Neste contexto, na época clássica foram construídos alguns dos que viriam a ser considerados os grandes modelos do encarceramento punitivo. O objeto da pena não eram já representações, mas de novo o corpo e a alma do indivíduo. Os instrumentos utilizados não eram mais os discursos, os sinais, as mensagens implícitas, como na época dos suplícios, mas formas de coerção, esquemas de limitação, exercícios repetidos. A finalidade já não era reconstruir o sujeito de direito, o cidadão preso ao pacto social, mas de novo o sujeito obediente, o indivíduo sujeito a hábitos, regras e ordens, e que interiorizaria uma autoridade exterior a si.

O exame

O exame, em Foucault, é um conceito muito mais abrangente que um mero jogo de perguntas e respostas, um sistema de notas ou classificações. O exame é válido para todas as ciências humanas, da psiquiatria à pedagogia e ao diagnóstico clínico, passando pelo simples ato de contratação de mão-de-obra. E tão importante é, que Foucault considera mesmo que uma das condições essenciais para a libertação epistemológica da medicina, no final do séc. XVIII, foi à organização do hospital como aparelho de examinar. As inspeções e visitas médicas de antes, irregulares, rápidas e descontínuas, transformaram-se numa observação regular, que punha o doente em situação de exame quase permanente. Quanto ao hospital em si, de local de assistência vai passar, por força do exame, a local de formação e aperfeiçoamento científico, de constituição de um saber, de afirmação da disciplina médica. O mesmo processo e o mesmo tipo de modificações atravessam a escola, tornada uma espécie de aparelho de exame ininterrupto que, para além de medir, classificar e sancionar, força uma comparação permanente de cada um com todos. Representando uma verdadeira e constante troca de conhecimentos e saberes do mestre para o aluno, a escola torna-se no local de elaboração da pedagogia, e marca o nascimento desta como ciência. No exército, por seu turno, em função de constantes inspeções e de manobras indefinidamente repetidas, desenvolveu-se um imenso saber tático.

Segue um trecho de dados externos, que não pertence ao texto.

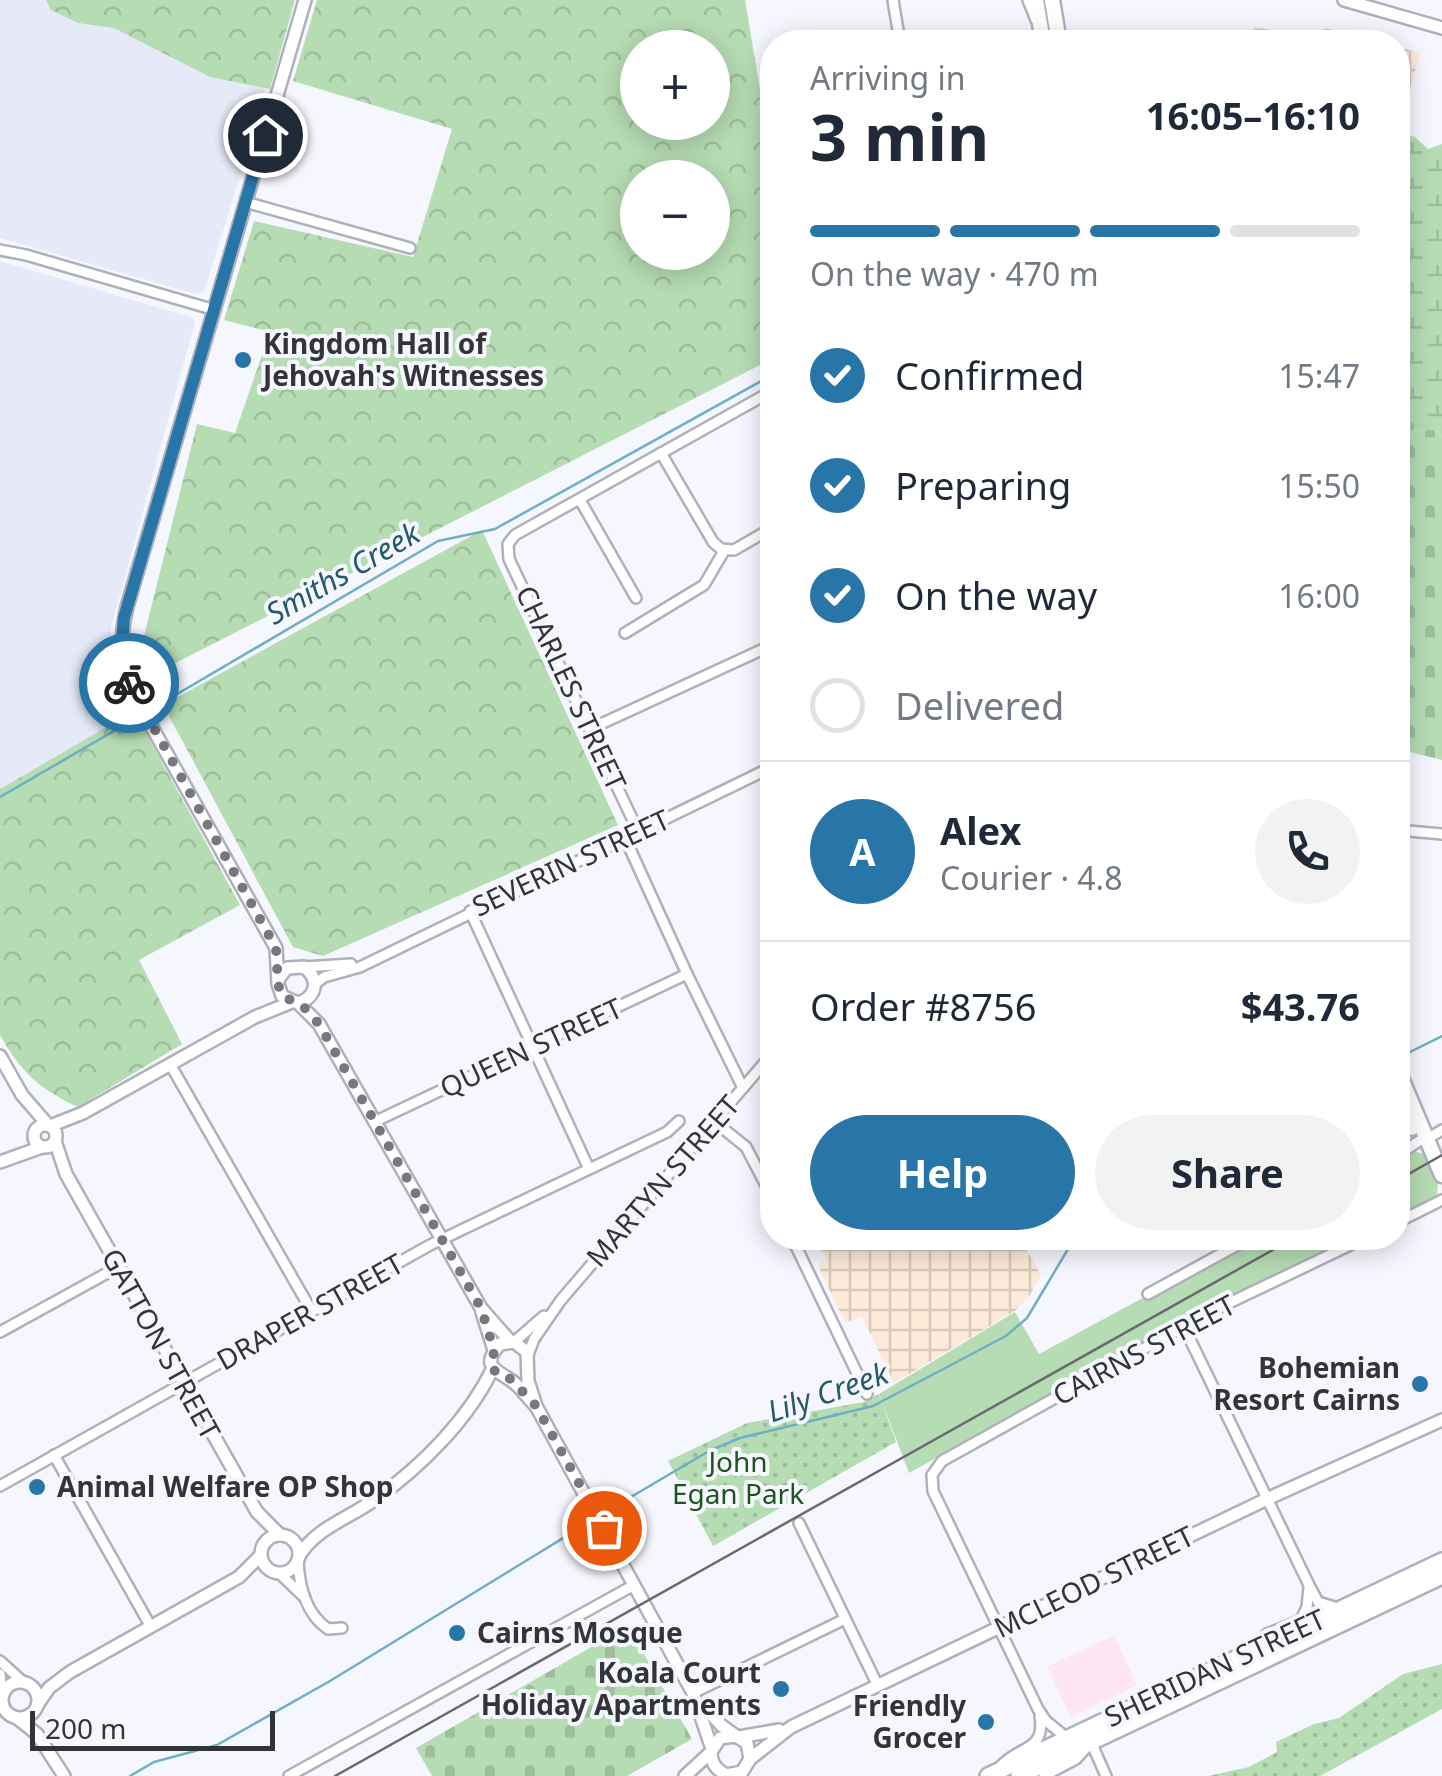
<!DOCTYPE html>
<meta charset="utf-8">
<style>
body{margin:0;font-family:"Noto Sans",sans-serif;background:#f2f2f3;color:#1f2937;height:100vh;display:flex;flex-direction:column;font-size:38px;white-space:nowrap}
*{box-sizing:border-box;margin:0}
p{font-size:32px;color:#747a83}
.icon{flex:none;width:55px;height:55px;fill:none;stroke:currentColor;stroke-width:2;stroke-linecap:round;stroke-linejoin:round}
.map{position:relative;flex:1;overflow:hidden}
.drawer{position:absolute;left:760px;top:30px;width:650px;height:1220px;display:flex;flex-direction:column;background:#fff;border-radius:40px;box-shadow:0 5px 25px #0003}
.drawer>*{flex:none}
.controls{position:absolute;left:620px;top:30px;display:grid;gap:20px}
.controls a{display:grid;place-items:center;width:110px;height:110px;border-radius:50%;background:#fff;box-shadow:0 5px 25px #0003;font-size:50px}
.scale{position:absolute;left:30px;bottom:25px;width:245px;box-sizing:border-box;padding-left:10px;border:5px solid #333438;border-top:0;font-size:28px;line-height:35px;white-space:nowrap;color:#333438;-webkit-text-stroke:8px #f6f7fe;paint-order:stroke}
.pin{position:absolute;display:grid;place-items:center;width:85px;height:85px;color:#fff;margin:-42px;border:5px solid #fff;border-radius:50%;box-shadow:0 2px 10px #0007}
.courier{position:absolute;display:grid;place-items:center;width:100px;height:100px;margin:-50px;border:8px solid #2875a7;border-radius:50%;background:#fff;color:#222;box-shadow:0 2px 12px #0007}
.headline em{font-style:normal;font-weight:700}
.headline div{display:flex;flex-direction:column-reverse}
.headline{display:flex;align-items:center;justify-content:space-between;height:170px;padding:0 50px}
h1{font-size:65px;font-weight:700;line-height:75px}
.bar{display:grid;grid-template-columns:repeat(4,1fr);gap:15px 10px;align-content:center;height:120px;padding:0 50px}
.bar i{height:12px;border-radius:8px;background:#e0e1e3}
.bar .active{background:#2875a7}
.bar p{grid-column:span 4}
.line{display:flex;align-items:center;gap:25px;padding:0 50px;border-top:2px solid #e0e1e3}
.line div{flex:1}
.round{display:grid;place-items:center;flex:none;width:105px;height:105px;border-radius:52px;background:#f2f2f3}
ol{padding:0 50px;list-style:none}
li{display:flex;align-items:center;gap:30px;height:110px}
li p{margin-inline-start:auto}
li .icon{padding:10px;border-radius:50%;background:#2875a7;color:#fff;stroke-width:4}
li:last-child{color:#747a83}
li i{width:55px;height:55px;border:5px solid #e0e1e3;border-radius:50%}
.cta{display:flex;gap:20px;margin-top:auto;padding:20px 50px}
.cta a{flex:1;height:115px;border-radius:60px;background:#2875a7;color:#fff;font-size:40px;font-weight:700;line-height:115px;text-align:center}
.cta a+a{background:#f2f2f3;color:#1f2937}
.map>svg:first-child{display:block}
.commercial{fill:#fee6f2}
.industrial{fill:url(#industrial-grid)}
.built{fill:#e6eaf8}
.grass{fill:#b6dcb3}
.forest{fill:url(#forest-crowns);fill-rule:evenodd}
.wetland{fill:url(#wetland-marsh)}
.cemetery{fill:url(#cemetery-stones)}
.park{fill:url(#park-dots)}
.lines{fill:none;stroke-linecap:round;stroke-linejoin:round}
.stream{stroke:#6dafc5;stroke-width:2.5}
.minor-casing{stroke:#aeb1bc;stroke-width:14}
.tertiary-casing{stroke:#aeb1bc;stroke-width:16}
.primary-casing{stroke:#aeb1bc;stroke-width:19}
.trunk-casing{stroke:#aeb1bc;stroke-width:20}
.minor{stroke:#fff;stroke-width:9}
.tertiary{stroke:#fff;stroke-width:11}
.primary{stroke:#fff;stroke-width:14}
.trunk{stroke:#fff;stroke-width:15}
.rail{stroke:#696a6e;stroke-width:2.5}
.done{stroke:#77787d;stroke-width:10;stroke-dasharray:0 18}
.route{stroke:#2875a7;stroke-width:12}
.poi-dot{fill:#2875a7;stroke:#f6f7fe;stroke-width:4}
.labels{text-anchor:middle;stroke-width:8;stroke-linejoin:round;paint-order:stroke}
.poi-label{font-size:28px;font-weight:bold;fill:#333438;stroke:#f6f7fe;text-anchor:start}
.street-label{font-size:28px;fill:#333438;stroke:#f6f7fe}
.park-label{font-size:28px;fill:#1e551e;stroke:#f6f7fe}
.water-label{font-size:30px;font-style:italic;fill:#245a6b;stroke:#f6f7fe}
</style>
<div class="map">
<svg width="1442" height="1776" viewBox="0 0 1442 1776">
<defs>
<pattern id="industrial-grid" width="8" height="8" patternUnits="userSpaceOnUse" patternTransform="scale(2.5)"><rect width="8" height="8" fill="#fcead9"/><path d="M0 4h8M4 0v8" fill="none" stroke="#d8c9bb"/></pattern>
<pattern id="forest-crowns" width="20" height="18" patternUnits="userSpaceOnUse" patternTransform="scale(2.5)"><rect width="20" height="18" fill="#b6dcb3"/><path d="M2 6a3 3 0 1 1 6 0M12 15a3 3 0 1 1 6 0" fill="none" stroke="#9dbd9b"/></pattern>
<pattern id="wetland-marsh" width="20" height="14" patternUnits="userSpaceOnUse" patternTransform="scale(2.5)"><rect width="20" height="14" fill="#b6dcb3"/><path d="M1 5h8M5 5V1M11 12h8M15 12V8" fill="none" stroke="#9dbd9b"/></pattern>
<pattern id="cemetery-stones" width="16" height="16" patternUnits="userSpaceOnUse" patternTransform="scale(2.5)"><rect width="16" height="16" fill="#b6dcb3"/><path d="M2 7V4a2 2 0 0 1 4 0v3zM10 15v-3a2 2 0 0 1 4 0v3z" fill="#9dbd9b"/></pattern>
<pattern id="park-dots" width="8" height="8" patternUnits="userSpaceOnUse" patternTransform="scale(2.5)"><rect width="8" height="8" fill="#b6dcb3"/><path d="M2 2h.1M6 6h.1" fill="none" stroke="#9dbd9b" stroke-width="1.8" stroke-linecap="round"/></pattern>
</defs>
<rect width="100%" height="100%" fill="#f6f7fe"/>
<path class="commercial" d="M1114,1635L1137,1685L1071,1717L1047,1667Z"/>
<g class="industrial">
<path d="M1254,26L1319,42L1325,28L1380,42H1251Z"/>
<path d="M1398,47L1420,53L1398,133Z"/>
<path d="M814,1238H1020L1041,1275L1028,1298L1015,1311L894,1383L862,1316L845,1323L818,1265L826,1260Z"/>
</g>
<g class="built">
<path d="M0,0H200L282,25L246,157L204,292L195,294L0,238Z"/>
<path d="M0,261L193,318L195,322L111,628V661L134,711L0,789Z"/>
</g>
<g class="grass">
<path d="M1413,1151L1423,1154L1438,1182L1437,1195L1398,1217V1159Z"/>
<path d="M1254,1238H1354L1199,1312L909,1473L879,1394L1015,1312L1039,1354Z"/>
</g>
<g class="forest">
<path d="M46,0H295L270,89L210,77L114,28L78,23L51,10Z"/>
<path d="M317,0H745L772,161V359L150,676L142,644L197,424L235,433L270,332L224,320L254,221L413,257L452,129L293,81ZM638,48H712V122H638ZM638,178H712V252H638Z"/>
<path d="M482,530L618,825L323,956L293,947L163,705Z"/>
<path d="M134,711L240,905L139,960L182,1044L78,1107C39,1089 21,1072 0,1035V789Z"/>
</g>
<path class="wetland" d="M1398,133L1415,137L1428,149L1442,144V436L1434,430L1398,431Z"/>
<g class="cemetery">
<path d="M1434,430L1442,436V760L1398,749V431Z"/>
<path d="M628,1626L692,1739L627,1776H432L416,1748Z"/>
</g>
<g class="park">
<path d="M879,1394L896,1442L713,1546L668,1461L747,1423L864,1402Z"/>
<path d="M1442,1664V1709L1320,1776H1208L1249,1767L1277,1752L1276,1742L1314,1724L1339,1718L1403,1674Z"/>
</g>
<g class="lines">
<g class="stream">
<path d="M150,710L438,541L495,529L772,375"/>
<path d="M0,797L138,717"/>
<path d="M1398,1058L1442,1036"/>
<path d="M602,1514L709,1451L740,1438L873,1406L1006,1336L1027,1318L1071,1244L1079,1238"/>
<path d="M130,1776L154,1762L217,1745L330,1681L591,1521"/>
</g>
<g class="minor-casing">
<g id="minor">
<path d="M893,0L900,42"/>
<path d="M1028,0L1036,20"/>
<path d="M245,202L410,248"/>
<path d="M0,250L26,255L215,310"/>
<path d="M661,453L713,542L721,549L734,550L772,528"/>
<path d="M580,500L636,598"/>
<path d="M625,633L704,585L724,551"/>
<path d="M590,729L772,645"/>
<path d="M1398,830L1442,834"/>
<path d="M638,831L509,559L508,544L515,535L772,391"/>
<path d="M625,838L687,974L743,1088"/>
<path d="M470,911L589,1169"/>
<path d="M304,967L351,964"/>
<path d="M315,984L324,977L360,967L772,767"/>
<path d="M170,1064L311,1310"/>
<path d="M376,1121L687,974"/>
<path d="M715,1122L746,1147L772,1197"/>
<path d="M1427,1139L1442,1130"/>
<path d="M1398,1155L1419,1141"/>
<path d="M1398,1222L1442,1200"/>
<path d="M792,1238L867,1394"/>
<path d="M1148,1294L1250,1238"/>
<path d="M1184,1327L1309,1585L1318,1602L1338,1608"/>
<path d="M0,1332L118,1267"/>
<path d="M514,1342L544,1316"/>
<path d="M528,1355L534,1339L561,1300L772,1054"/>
<path d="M54,1455L151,1627"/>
<path d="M0,1486L430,1245L667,1132L679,1121"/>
<path d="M799,1523L878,1686"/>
<path d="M298,1560C299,1585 306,1614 328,1629L342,1628"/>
<path d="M280,1574L303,1596"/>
<path d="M1256,1644L1267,1634L1301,1620L1307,1607L1309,1588"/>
<path d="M0,1661L22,1681"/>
<path d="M0,1674L2,1695"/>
<path d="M693,1693L845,1619"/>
<path d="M1067,1738L1046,1721L1038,1709L933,1491L932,1475L942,1461L1204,1315L1365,1238"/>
<path d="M1091,1742L1106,1776"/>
<path d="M999,1768C1017,1745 1046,1753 1040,1716"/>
<path d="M289,1776L634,1585"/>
<path d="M1044,1776L1076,1759L1086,1748"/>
</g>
</g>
<g class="tertiary-casing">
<g id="tertiary">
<path d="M1344,0L1442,28"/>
<path d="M279,978L287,968L304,967C320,979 317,997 298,1003L282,996L278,984L276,948L135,697C120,666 119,640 127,607L305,0"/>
<path d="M298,1003L319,1024L481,1308L510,1341"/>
<path d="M0,1056L22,1095L48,1125"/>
<circle cx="45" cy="1136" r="11"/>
<path d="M50,1126L83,1113L255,1017L292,1002"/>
<path d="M55,1141L66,1174L257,1512L280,1535"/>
<path d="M0,1162L42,1147"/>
<path d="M482,1312L494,1350"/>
<path d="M536,1406C528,1399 521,1387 512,1381C496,1370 480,1366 500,1344L514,1342L527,1352L528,1381L536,1406L693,1693L712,1749"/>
<circle cx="280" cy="1554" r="19"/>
<path d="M299,1556C317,1527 348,1519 374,1500C421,1467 468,1420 493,1368"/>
<circle cx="20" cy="1700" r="18"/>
<path d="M38,1704L49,1688L70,1672L239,1577L260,1556"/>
<path d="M702,1704L722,1726L736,1736"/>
<path d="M17,1718L37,1734L64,1776"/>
<path d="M739,1737L779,1730"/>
<path d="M750,1759L791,1727L1267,1499L1442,1420"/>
<path d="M726,1775L742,1772L750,1759L747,1743L736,1736L720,1738L711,1752C711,1765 718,1771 729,1776"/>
<path d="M685,1776L711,1752"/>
</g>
</g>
<g class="primary-casing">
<g id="primary">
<path d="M1036,0L1043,42"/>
<path d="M1052,0L1059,42"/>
<path d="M1398,1071L1442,1175"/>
<path d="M1398,1099L1412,1128"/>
</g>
</g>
<g class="trunk-casing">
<g id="trunk">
<path d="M988,1776L1442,1561"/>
<path d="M1019,1776L1442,1576"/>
</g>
</g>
<use href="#minor" class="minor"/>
<use href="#tertiary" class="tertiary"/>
<use href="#primary" class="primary"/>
<use href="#trunk" class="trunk"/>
<g class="rail">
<path d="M1398,1180L1442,1155"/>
<path d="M335,1776L1294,1238"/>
</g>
</g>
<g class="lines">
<path class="done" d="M129,683L276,948L278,984L282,996L302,1005L319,1024L481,1308L494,1350L492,1368L501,1377L511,1379L536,1406L604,1528"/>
<path class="route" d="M129,683L121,655L124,618L265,135"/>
</g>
<g class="poi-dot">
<circle cx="243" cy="360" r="10"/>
<circle cx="1420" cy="1384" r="10"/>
<circle cx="37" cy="1487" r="10"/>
<circle cx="457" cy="1633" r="10"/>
<circle cx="781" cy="1689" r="10"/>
<circle cx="986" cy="1722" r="10"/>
</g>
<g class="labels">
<g class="poi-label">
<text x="263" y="354">Kingdom Hall of<tspan x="263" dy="32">Jehovah's Witnesses</tspan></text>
<text x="1400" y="1378" text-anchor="end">Bohemian<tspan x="1400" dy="32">Resort Cairns</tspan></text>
<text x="57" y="1497">Animal Welfare OP Shop</text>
<text x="477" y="1643">Cairns Mosque</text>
<text x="761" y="1683" text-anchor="end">Koala Court<tspan x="761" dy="32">Holiday Apartments</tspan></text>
<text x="966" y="1716" text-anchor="end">Friendly<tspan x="966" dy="32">Grocer</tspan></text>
</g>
<g class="street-label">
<text transform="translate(571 688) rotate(65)" y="10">CHARLES STREET</text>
<text transform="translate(571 863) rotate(-25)" y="10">SEVERIN STREET</text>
<text transform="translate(531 1048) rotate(-25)" y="10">QUEEN STREET</text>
<text transform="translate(663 1181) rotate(-49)" y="10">MARTYN STREET</text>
<text transform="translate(310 1312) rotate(-29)" y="10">DRAPER STREET</text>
<text transform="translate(161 1344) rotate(61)" y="10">GATTON STREET</text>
<text transform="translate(1144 1350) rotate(-28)" y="10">CAIRNS STREET</text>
<text transform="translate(1094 1582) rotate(-26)" y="10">MCLEOD STREET</text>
<text transform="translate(1215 1668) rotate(-25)" y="10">SHERIDAN STREET</text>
</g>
<g class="park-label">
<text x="738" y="1472">John<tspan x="738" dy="32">Egan Park</tspan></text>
</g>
<g class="water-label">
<text transform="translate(343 574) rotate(-30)" y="10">Smiths Creek</text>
<text transform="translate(828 1393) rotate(-19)" y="10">Lily Creek</text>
</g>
</g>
</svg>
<div class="controls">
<a>+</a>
<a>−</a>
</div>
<div class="scale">200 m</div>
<div class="pin" style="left:604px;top:1528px;background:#ea580c"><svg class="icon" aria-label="bag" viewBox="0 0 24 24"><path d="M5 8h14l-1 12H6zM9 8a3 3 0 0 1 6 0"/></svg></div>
<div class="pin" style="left:265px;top:135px;background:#1f2937"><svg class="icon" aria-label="home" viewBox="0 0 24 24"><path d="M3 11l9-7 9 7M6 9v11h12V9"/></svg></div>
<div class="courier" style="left:129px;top:683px"><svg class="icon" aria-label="bike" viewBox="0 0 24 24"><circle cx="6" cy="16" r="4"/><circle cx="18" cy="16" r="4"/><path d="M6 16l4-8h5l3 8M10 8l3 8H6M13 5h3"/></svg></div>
<section class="drawer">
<div class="headline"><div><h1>3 min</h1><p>Arriving in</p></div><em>16:05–16:10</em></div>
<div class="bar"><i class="active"></i><i class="active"></i><i class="active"></i><i></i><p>On the way · 470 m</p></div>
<ol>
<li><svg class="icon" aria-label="check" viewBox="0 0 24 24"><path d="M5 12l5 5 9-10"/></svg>Confirmed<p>15:47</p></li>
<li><svg class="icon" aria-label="check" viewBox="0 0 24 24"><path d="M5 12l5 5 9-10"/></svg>Preparing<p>15:50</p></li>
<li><svg class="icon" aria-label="check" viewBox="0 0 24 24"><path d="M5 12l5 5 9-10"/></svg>On the way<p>16:00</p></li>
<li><i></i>Delivered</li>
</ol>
<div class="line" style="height:180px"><b class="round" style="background:#2875a7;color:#fff">A</b><div><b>Alex</b><p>Courier · 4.8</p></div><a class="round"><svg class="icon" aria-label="phone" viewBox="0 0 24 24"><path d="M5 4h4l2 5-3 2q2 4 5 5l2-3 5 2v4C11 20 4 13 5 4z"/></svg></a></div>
<div class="line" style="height:130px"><div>Order #8756</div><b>$43.76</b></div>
<div class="cta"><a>Help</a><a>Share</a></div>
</section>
</div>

Para Foucault, porém, a mais relevante consequência do exame situa-se ao nível da individualidade do indivíduo. No exército, nos hospitais e nos estabelecimentos de ensino, foram criadas e desenvolvidas técnicas e inovações importantes (registros e anotações escritas) relativas à identificação, à descrição, à evolução dos corpos e das mentes, consubstanciadas numa série de códigos homogeneizantes: código físico, código médico, código escolar, código militar que, ainda que bastante rudimentares na sua forma qualitativa e na sua forma quantitativa, marcam o momento de uma primeira formalização do individual dentro das relações do poder.

ANÁLISE CRÍTICA

Dependendo das épocas e dos regimes em vigor, bem como das tradições, dos usos e dos costumes dos povos, assim essa tentativa de subjugação usou táticas, estratégias e técnicas mais ou menos violentas (os suplícios), mais ou menos "viris" (o encarceramento), mais ou menos refinadas (a separação, o isolamento). Com todas se pretendia castigar ou, numa perspectiva mais humanizada, tratar o diferente até que se rendesse e acabasse por se tornar igual. A uniformização, a homogeneização, foram e são utopias de qualquer poder, político, econômico, corporativo, social... Alma sã em corpo são, objetivo já perseguido na Antiguidade Clássica pelos gregos continua a ser, através dos séculos e dos diferentes modelos políticos, aquilo que se efetivamente se pretende: chegar à alma, ou à mente do homem, através da disciplina/subjugação do seu corpo, disciplinando-a e subjugando-a também: controlar a mente através do controle do corpo.

Referência Bibliográfica

FOUCAULT, M. vigiar e punir. Petrópolis: ED. VOZES, 2003.